Hi, As I had been an IBS sufferer for a year I would think it highly unlikely I had recovered so fast and as the moderator has said.. It is an effective treatment to combat symptoms. Without the medicine I was 50/50 on going to the toilet._Have you gone off this regiment, experienced symptoms and "recured" yourself?_ - I dont understand this sentence sorry


----------



## aaron_thecure (Dec 21, 2011)

A few people have sent me private massages asking for the website address for some sites that stock this product. I dont mind providing that at all.more importantly I hope you all come back to update everyone with your own results!


----------



## RYANBOZ7 (Nov 4, 2009)

aaron_thecure said:


> A few people have sent me private massages asking for the website address for some sites that stock this product. I dont mind providing that at all.more importantly I hope you all come back to update everyone with your own results!

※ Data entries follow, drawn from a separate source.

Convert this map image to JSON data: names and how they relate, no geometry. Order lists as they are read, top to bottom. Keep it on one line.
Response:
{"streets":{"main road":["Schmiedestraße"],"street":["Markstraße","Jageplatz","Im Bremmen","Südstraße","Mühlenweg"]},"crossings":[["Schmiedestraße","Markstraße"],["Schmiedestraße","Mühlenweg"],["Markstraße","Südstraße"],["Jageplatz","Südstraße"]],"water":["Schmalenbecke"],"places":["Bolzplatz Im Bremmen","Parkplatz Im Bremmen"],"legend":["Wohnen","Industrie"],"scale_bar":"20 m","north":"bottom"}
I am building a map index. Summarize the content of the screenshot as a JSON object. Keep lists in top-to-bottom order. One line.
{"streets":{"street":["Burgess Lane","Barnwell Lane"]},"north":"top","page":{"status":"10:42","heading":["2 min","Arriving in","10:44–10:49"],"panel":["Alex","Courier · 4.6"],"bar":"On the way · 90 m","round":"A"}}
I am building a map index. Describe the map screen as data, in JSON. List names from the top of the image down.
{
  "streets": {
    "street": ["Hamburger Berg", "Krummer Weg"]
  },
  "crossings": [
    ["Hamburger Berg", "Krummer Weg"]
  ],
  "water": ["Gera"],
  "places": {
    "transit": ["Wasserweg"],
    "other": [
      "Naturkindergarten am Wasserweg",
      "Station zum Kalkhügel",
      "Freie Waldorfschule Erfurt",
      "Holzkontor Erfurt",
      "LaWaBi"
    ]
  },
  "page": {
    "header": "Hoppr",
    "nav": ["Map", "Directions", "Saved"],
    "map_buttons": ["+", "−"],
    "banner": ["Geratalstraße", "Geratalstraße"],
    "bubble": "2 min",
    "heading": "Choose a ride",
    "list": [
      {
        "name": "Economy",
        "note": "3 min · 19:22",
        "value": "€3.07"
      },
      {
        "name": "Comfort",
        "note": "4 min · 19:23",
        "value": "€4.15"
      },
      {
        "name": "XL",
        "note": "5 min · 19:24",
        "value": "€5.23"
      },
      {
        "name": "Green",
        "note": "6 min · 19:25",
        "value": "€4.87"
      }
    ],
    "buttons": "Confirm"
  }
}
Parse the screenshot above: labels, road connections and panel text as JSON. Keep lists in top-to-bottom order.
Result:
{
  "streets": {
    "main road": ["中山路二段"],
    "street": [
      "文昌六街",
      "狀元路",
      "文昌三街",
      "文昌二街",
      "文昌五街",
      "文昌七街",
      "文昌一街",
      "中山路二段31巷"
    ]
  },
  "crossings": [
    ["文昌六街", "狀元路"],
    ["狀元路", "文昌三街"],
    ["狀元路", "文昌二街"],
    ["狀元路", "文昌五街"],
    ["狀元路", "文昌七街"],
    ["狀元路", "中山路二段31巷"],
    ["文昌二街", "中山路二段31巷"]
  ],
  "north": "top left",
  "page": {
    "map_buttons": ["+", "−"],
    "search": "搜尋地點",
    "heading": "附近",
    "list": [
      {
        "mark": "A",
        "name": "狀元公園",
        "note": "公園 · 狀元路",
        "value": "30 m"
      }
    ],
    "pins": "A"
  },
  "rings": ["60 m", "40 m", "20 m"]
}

I just ordered the Natures Way version of it today thanks so much and I'll let you know my results!


----------



## natalien (Jan 24, 2012)

Hi Ryan,Can you please tell me the exact name of the product and the website you ordered it from? I am in US and I would like to order it. many thanks


----------



## ABNormal (May 24, 2006)

I'm glad it's working for you. I had tried similar products in the past, but as with most IBS-C sufferers, my body "adapted" and it stopped working after about 4 months.


----------



## RYANBOZ7 (Nov 4, 2009)

natalien said:


> Hi Ryan,Can you please tell me the exact name of the product and the website you ordered it from? I am in US and I would like to order it. many thanks


Natures Way Naturalax....


----------



## aaron_thecure (Dec 21, 2011)

RYANBOZ7 said:


> Natures Way Naturalax....


Have you received the product? Did they work?


----------



## RYANBOZ7 (Nov 4, 2009)

aaron_thecure said:


> Have you received the product? Did they work?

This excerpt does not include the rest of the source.